(Beginning of Working data)

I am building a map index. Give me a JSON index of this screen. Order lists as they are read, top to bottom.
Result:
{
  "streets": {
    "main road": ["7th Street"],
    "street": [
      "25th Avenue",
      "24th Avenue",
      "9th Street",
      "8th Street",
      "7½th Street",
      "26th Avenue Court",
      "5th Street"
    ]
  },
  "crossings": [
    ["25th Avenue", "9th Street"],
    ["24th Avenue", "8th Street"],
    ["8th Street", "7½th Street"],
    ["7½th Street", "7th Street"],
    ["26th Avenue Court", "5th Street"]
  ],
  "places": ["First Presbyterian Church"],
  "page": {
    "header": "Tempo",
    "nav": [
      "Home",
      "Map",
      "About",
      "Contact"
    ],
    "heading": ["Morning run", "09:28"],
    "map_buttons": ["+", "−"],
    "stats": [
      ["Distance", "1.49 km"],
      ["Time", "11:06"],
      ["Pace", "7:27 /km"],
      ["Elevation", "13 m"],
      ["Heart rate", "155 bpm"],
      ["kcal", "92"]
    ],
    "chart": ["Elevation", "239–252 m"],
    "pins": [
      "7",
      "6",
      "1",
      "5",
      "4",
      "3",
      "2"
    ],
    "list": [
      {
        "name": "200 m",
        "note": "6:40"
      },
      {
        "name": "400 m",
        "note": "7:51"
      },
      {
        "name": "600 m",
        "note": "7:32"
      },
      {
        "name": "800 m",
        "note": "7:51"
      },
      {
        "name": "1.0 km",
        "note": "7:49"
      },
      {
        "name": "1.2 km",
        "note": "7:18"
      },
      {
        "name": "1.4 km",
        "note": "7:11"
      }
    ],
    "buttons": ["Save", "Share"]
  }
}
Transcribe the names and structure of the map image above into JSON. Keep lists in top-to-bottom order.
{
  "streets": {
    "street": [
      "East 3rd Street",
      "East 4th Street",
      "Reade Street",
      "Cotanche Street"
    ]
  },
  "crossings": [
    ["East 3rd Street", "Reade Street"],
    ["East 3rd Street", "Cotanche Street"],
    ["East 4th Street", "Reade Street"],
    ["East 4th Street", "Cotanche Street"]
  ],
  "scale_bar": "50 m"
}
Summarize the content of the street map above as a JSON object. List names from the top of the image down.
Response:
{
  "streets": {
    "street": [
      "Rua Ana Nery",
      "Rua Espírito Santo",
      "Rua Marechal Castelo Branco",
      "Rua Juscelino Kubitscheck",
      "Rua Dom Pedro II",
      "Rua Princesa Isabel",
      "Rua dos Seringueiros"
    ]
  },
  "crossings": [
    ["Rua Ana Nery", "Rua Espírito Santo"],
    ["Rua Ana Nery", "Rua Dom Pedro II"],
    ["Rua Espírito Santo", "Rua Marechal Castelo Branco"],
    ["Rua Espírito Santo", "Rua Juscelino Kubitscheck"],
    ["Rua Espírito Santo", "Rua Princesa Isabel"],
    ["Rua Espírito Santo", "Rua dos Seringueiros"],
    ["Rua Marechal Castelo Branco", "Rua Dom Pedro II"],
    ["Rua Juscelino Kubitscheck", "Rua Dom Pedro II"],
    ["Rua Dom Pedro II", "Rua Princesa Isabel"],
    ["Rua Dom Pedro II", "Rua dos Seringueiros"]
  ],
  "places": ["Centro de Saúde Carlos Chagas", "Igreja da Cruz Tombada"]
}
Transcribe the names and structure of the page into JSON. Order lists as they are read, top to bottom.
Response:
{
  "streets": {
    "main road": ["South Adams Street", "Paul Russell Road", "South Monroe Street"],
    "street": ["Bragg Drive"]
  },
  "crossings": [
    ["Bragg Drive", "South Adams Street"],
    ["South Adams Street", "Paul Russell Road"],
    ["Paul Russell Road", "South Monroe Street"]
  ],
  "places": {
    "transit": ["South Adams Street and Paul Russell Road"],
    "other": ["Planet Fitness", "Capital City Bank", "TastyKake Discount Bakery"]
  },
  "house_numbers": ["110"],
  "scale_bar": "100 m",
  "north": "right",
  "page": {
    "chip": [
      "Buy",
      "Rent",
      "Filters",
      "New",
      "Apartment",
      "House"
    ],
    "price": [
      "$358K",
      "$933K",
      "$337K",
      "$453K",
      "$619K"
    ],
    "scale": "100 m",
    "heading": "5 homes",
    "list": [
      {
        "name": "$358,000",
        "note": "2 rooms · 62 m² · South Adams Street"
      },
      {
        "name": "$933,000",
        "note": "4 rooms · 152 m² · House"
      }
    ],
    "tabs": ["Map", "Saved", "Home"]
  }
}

(End of Working data)

[Description of the task]
Look through the entries above for the word "Castelo". Copy every line where it shows up.

[Exercise answer]
      "Rua Marechal Castelo Branco",
    ["Rua Espírito Santo", "Rua Marechal Castelo Branco"],
    ["Rua Marechal Castelo Branco", "Rua Dom Pedro II"],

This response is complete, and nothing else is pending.